## EXERCISE DETAILS
Return all of the entries word for word, but omit the pictures they contain.
--------------------------------------------------
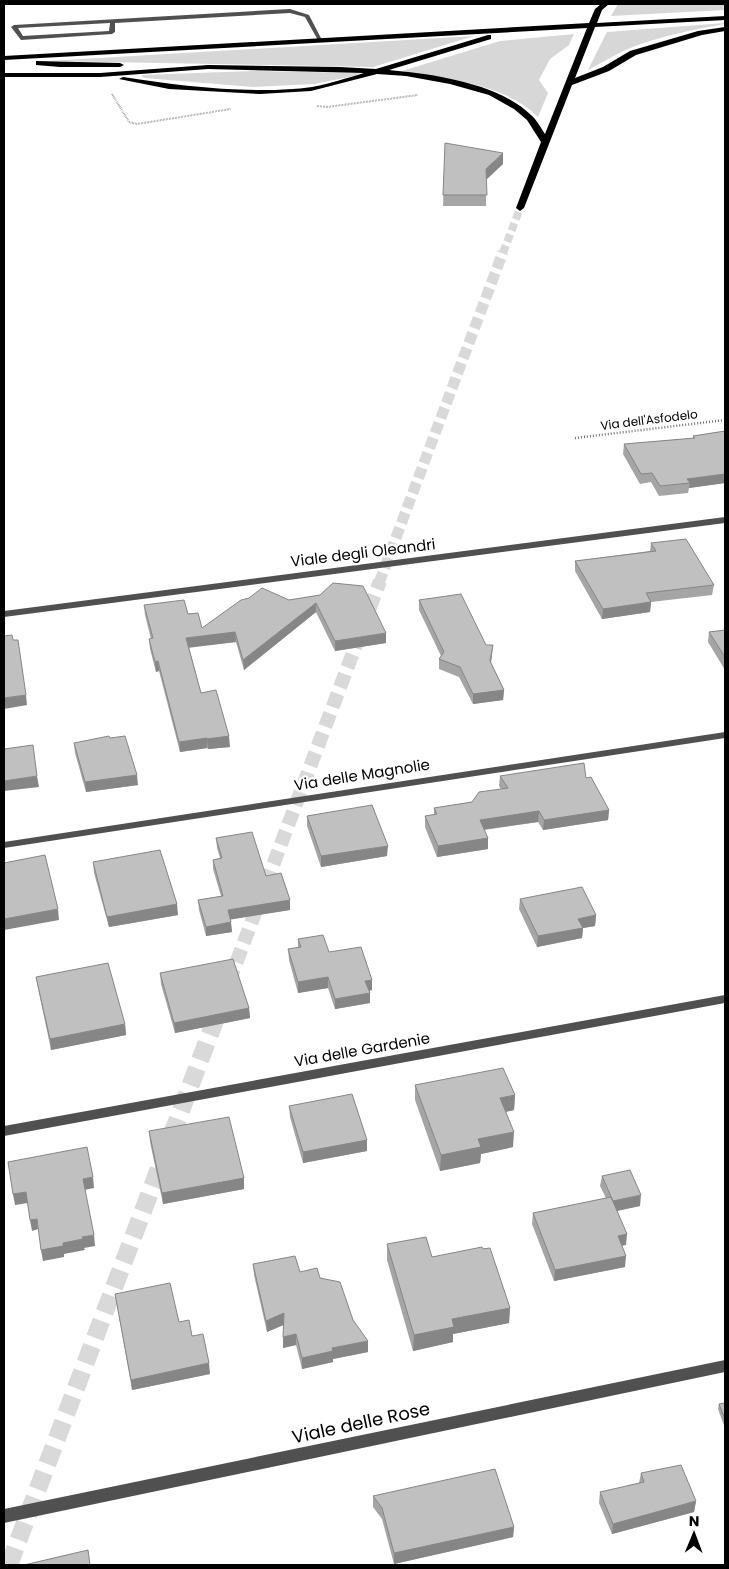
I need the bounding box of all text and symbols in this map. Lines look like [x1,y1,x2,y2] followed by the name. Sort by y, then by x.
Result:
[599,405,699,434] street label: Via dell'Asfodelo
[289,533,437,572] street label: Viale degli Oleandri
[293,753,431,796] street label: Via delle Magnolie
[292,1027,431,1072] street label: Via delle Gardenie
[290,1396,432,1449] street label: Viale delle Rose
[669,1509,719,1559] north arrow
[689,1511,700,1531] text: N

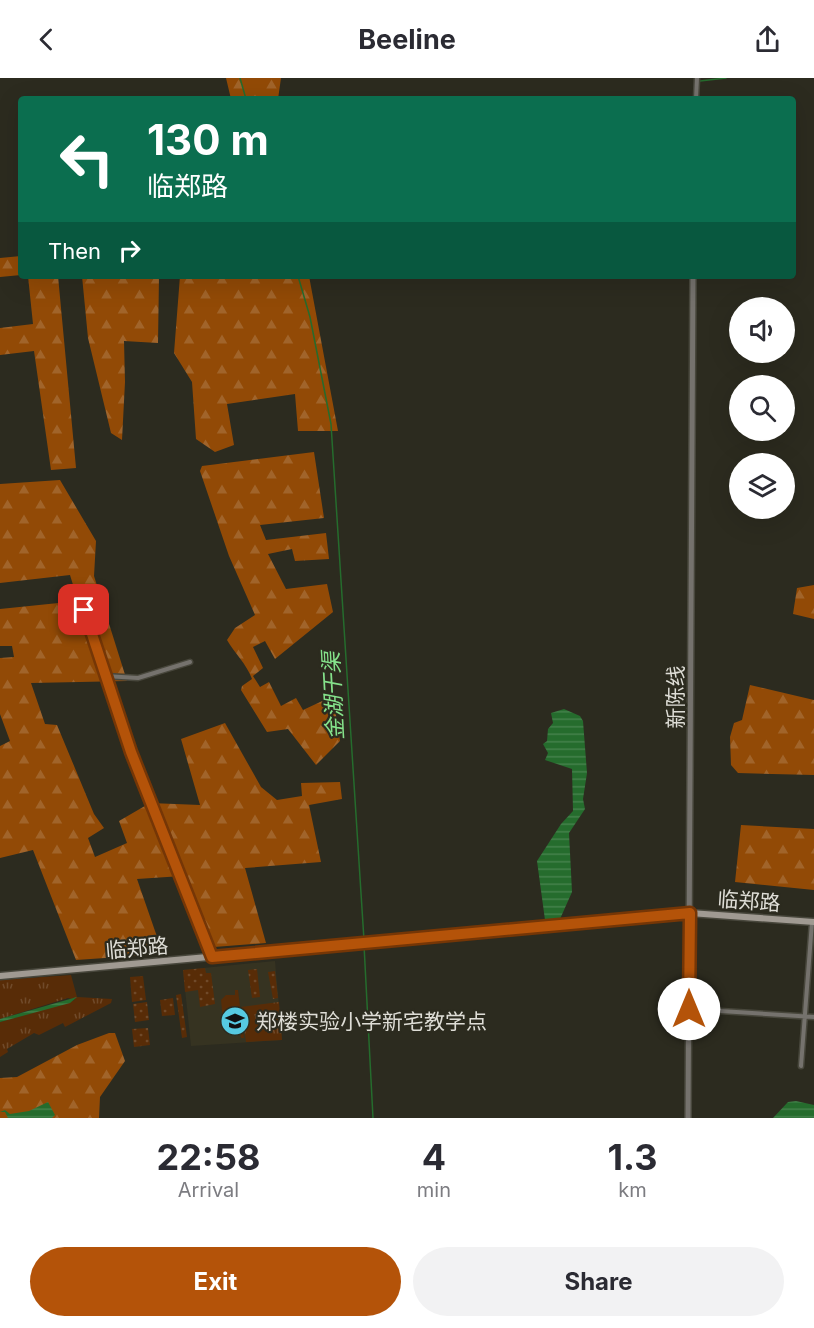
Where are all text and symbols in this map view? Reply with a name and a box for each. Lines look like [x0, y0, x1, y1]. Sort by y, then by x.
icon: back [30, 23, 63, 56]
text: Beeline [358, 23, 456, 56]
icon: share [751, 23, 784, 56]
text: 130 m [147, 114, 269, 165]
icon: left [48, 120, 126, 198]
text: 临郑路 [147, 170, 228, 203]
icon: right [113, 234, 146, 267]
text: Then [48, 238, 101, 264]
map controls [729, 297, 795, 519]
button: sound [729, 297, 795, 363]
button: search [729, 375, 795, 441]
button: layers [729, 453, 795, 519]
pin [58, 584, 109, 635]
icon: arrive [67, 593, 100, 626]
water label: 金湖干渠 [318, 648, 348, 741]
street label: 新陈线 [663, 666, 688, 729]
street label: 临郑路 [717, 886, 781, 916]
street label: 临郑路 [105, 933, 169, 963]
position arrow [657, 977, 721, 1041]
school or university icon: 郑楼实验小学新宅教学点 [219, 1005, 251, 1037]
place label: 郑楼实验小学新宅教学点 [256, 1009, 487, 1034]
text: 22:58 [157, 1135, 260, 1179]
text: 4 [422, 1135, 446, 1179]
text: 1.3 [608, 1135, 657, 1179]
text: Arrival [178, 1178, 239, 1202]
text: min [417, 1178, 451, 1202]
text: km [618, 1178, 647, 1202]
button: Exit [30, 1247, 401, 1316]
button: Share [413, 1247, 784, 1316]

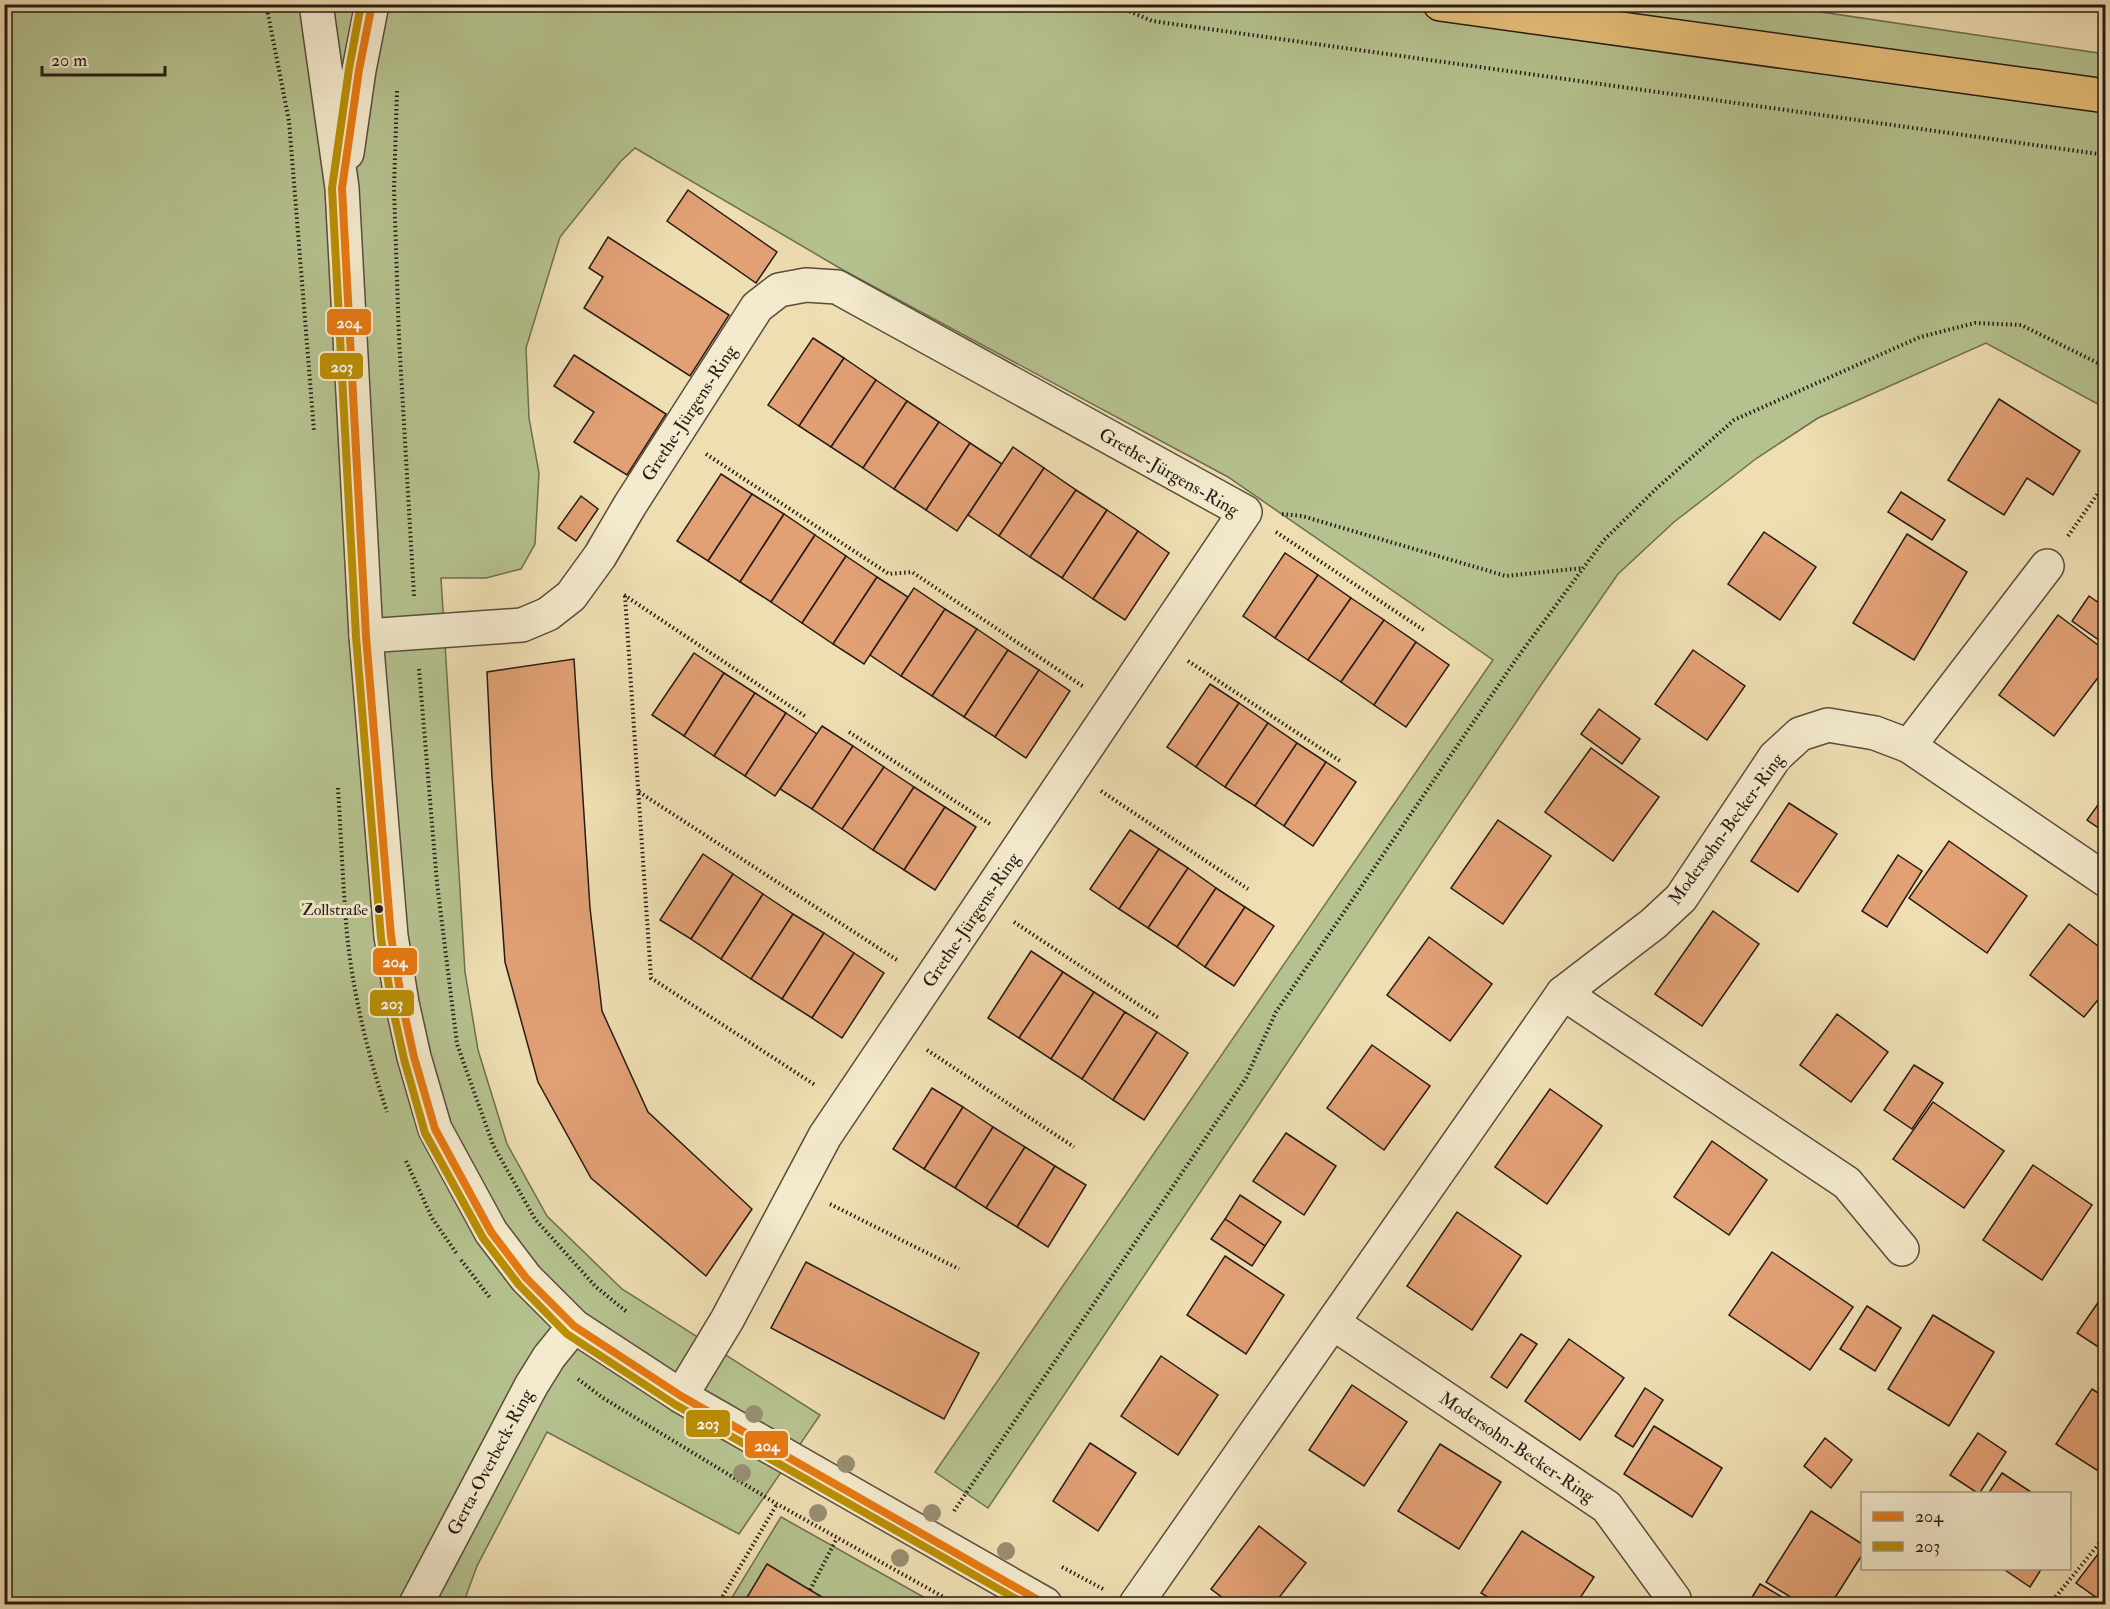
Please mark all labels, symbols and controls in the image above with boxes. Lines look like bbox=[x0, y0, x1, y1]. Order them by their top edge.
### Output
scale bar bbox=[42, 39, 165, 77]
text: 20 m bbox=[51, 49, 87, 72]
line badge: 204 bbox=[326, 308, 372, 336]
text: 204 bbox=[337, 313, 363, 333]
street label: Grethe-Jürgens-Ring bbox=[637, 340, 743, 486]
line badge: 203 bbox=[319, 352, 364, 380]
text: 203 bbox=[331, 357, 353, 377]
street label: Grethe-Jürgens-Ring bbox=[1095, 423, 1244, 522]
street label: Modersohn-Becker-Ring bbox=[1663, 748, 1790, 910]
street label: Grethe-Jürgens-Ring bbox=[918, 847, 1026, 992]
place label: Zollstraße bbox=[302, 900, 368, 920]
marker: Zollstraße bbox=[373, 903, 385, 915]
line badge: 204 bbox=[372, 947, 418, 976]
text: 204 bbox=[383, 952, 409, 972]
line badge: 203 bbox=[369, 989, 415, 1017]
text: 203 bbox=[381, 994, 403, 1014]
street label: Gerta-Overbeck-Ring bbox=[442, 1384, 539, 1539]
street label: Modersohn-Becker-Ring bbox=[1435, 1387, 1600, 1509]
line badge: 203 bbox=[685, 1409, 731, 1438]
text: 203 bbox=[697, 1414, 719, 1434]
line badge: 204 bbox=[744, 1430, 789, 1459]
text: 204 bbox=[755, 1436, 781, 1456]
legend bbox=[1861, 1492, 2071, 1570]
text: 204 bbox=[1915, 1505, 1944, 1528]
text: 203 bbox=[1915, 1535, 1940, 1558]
--------------------------------------------------
## WRITTEN REPLY
I need the bounding box of all text and symbols in this map. Lines look like [x1,y1,x2,y2] followed by the name. Sort by y, then by x.
Result:
[599,405,699,434] street label: Via dell'Asfodelo
[289,533,437,572] street label: Viale degli Oleandri
[293,753,431,796] street label: Via delle Magnolie
[292,1027,431,1072] street label: Via delle Gardenie
[290,1396,432,1449] street label: Viale delle Rose
[669,1509,719,1559] north arrow
[689,1511,700,1531] text: N

Where are all text and symbols in this map view? Reply with a name and a box for each. Lines look like [x0, y0, x1, y1]. Sort by y, then by x.
icon: back [30, 23, 63, 56]
text: Beeline [358, 23, 456, 56]
icon: share [751, 23, 784, 56]
text: 130 m [147, 114, 269, 165]
icon: left [48, 120, 126, 198]
text: 临郑路 [147, 170, 228, 203]
icon: right [113, 234, 146, 267]
text: Then [48, 238, 101, 264]
map controls [729, 297, 795, 519]
button: sound [729, 297, 795, 363]
button: search [729, 375, 795, 441]
button: layers [729, 453, 795, 519]
pin [58, 584, 109, 635]
icon: arrive [67, 593, 100, 626]
water label: 金湖干渠 [318, 648, 348, 741]
street label: 新陈线 [663, 666, 688, 729]
street label: 临郑路 [717, 886, 781, 916]
street label: 临郑路 [105, 933, 169, 963]
position arrow [657, 977, 721, 1041]
school or university icon: 郑楼实验小学新宅教学点 [219, 1005, 251, 1037]
place label: 郑楼实验小学新宅教学点 [256, 1009, 487, 1034]
text: 22:58 [157, 1135, 260, 1179]
text: 4 [422, 1135, 446, 1179]
text: 1.3 [608, 1135, 657, 1179]
text: Arrival [178, 1178, 239, 1202]
text: min [417, 1178, 451, 1202]
text: km [618, 1178, 647, 1202]
button: Exit [30, 1247, 401, 1316]
button: Share [413, 1247, 784, 1316]

Please mark all labels, symbols and controls in the image above with boxes. Lines look like bbox=[x0, y0, x1, y1]. Order them by their top edge.
### Output
scale bar bbox=[42, 39, 165, 77]
text: 20 m bbox=[51, 49, 87, 72]
line badge: 204 bbox=[326, 308, 372, 336]
text: 204 bbox=[337, 313, 363, 333]
street label: Grethe-Jürgens-Ring bbox=[637, 340, 743, 486]
line badge: 203 bbox=[319, 352, 364, 380]
text: 203 bbox=[331, 357, 353, 377]
street label: Grethe-Jürgens-Ring bbox=[1095, 423, 1244, 522]
street label: Modersohn-Becker-Ring bbox=[1663, 748, 1790, 910]
street label: Grethe-Jürgens-Ring bbox=[918, 847, 1026, 992]
place label: Zollstraße bbox=[302, 900, 368, 920]
marker: Zollstraße bbox=[373, 903, 385, 915]
line badge: 204 bbox=[372, 947, 418, 976]
text: 204 bbox=[383, 952, 409, 972]
line badge: 203 bbox=[369, 989, 415, 1017]
text: 203 bbox=[381, 994, 403, 1014]
street label: Gerta-Overbeck-Ring bbox=[442, 1384, 539, 1539]
street label: Modersohn-Becker-Ring bbox=[1435, 1387, 1600, 1509]
line badge: 203 bbox=[685, 1409, 731, 1438]
text: 203 bbox=[697, 1414, 719, 1434]
line badge: 204 bbox=[744, 1430, 789, 1459]
text: 204 bbox=[755, 1436, 781, 1456]
legend bbox=[1861, 1492, 2071, 1570]
text: 204 bbox=[1915, 1505, 1944, 1528]
text: 203 bbox=[1915, 1535, 1940, 1558]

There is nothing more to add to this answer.